* **WHAT THE EXERCISE ASKS**
Please write out exactly the lines of the data below from the line holding "429,7 L 434,0" through the line holding "M 532,150 L", and leave out the rest.

* **INFORMATION PROVIDED**
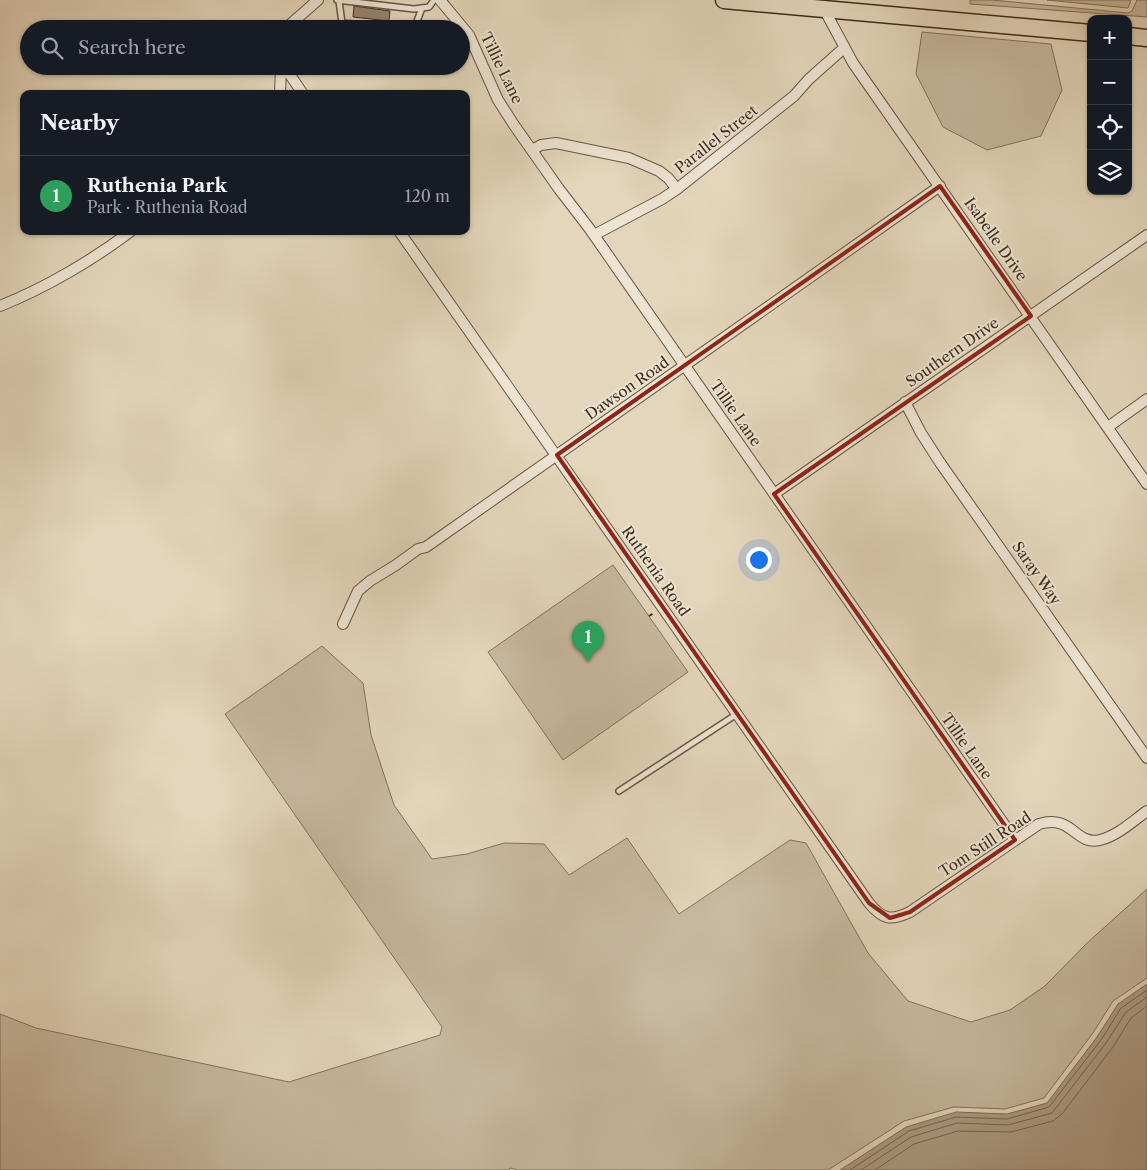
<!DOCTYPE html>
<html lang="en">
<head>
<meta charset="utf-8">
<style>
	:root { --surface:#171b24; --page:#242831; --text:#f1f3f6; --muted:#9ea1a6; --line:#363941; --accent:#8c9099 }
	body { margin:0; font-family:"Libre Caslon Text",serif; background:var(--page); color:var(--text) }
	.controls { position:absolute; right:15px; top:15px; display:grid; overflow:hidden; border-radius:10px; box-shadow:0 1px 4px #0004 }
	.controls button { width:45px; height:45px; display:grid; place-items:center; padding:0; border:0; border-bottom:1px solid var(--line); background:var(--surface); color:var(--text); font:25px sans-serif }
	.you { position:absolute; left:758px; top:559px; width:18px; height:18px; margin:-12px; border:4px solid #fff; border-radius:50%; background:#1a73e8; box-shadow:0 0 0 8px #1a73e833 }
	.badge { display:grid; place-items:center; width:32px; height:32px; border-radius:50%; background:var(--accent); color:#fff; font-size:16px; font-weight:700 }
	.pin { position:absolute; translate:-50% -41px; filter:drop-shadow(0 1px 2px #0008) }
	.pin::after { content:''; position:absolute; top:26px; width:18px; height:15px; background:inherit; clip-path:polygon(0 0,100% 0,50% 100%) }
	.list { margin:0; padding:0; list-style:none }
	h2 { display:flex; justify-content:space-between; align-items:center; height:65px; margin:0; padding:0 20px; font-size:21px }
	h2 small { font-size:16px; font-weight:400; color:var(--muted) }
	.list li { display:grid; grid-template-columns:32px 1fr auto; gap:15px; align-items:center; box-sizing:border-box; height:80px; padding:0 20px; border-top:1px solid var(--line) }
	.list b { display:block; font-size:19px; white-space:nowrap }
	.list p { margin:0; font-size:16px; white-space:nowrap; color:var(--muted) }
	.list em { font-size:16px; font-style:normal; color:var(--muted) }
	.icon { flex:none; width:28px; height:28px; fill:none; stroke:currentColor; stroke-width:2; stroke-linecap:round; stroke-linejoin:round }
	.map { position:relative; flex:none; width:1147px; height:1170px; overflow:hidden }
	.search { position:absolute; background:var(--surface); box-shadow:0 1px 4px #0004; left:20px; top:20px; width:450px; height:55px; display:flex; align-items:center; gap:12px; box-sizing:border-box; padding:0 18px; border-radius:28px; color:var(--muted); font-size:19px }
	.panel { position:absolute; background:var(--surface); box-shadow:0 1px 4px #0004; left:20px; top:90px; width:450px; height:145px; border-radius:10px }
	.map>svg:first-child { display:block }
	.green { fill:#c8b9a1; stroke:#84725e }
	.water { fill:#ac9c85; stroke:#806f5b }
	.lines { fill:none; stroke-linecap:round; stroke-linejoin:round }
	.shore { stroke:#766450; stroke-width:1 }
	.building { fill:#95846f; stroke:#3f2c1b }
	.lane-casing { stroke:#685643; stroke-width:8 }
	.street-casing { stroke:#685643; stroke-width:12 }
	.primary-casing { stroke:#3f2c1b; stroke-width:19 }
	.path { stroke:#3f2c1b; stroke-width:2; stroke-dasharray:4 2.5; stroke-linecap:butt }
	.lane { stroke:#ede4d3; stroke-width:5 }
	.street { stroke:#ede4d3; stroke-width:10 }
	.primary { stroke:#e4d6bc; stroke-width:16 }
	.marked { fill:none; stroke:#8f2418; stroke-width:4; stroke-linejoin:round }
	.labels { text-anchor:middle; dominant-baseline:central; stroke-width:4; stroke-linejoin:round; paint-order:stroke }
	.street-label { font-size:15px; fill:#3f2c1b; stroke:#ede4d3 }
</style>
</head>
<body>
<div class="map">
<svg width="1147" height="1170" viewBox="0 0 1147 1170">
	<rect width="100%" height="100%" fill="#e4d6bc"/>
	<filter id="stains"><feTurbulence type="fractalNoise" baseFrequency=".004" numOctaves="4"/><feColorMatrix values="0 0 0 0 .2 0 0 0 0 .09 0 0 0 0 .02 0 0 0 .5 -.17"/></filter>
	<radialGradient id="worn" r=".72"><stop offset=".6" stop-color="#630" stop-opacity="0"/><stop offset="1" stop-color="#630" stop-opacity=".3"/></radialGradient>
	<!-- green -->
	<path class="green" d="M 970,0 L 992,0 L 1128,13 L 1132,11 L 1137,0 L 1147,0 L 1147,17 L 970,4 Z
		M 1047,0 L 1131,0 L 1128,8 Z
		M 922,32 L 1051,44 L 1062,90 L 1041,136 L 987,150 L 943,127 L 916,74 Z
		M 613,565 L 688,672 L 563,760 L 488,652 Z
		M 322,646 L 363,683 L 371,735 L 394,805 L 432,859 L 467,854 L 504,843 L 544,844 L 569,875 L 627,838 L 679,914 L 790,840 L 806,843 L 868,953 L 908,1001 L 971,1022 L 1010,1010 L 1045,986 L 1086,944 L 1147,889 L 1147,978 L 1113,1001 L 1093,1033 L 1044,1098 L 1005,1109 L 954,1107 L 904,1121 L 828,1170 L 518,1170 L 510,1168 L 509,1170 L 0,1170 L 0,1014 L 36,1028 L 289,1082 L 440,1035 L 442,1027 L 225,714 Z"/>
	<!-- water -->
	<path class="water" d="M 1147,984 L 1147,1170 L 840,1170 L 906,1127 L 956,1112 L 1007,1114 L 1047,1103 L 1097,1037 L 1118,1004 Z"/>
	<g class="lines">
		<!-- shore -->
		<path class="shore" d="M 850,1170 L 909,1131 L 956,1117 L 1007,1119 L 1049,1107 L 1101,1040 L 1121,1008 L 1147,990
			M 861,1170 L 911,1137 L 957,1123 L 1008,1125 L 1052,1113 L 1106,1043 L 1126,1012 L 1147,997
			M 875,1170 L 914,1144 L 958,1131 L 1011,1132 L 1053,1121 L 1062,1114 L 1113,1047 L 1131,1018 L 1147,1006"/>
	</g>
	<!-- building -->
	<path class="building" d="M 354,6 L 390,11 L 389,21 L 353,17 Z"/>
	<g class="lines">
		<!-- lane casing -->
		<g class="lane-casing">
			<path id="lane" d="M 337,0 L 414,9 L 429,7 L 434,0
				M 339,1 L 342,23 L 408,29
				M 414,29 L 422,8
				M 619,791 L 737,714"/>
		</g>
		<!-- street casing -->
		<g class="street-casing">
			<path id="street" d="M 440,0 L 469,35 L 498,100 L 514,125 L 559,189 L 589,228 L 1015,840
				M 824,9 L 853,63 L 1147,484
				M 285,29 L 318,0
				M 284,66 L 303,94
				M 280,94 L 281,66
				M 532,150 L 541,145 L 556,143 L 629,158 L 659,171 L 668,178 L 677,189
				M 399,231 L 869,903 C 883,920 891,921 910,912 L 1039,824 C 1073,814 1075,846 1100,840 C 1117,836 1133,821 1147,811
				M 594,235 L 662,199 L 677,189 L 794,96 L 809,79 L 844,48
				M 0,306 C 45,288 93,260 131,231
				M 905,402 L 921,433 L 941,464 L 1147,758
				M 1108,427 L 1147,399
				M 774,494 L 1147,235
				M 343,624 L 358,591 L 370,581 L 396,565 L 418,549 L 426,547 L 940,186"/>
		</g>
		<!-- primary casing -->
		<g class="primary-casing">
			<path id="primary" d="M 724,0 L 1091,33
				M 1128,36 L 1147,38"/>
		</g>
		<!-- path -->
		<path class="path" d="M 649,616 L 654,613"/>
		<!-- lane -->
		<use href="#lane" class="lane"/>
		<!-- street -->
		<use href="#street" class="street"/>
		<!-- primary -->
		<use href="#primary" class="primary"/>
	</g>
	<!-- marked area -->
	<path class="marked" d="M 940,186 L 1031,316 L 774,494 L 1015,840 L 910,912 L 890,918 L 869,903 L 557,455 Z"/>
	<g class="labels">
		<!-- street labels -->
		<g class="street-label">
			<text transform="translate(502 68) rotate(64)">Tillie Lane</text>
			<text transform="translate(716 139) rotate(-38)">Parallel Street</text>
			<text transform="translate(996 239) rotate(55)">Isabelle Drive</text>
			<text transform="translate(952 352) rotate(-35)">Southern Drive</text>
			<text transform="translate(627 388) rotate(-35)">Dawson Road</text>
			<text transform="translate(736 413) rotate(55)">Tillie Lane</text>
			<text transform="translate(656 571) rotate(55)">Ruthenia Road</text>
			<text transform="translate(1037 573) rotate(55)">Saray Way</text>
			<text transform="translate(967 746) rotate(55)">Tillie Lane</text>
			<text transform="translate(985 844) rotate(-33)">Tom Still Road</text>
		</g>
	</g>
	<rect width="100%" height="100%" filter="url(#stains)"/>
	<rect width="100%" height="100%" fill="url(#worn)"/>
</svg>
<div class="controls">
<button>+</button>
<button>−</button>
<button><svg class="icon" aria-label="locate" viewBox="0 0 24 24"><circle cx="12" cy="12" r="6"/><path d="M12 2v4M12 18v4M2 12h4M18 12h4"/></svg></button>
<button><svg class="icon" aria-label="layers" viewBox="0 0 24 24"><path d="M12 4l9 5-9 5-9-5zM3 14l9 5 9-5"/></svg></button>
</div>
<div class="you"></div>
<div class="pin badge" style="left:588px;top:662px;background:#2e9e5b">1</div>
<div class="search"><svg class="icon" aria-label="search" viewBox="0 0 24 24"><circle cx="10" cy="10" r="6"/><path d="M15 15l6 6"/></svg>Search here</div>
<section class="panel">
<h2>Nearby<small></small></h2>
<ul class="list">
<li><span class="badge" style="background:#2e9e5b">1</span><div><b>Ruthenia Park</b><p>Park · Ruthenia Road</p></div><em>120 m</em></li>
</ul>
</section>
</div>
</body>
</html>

* **RESPONSE AREA**
			<path id="lane" d="M 337,0 L 414,9 L 429,7 L 434,0
				M 339,1 L 342,23 L 408,29
				M 414,29 L 422,8
				M 619,791 L 737,714"/>
		</g>
		<!-- street casing -->
		<g class="street-casing">
			<path id="street" d="M 440,0 L 469,35 L 498,100 L 514,125 L 559,189 L 589,228 L 1015,840
				M 824,9 L 853,63 L 1147,484
				M 285,29 L 318,0
				M 284,66 L 303,94
				M 280,94 L 281,66
				M 532,150 L 541,145 L 556,143 L 629,158 L 659,171 L 668,178 L 677,189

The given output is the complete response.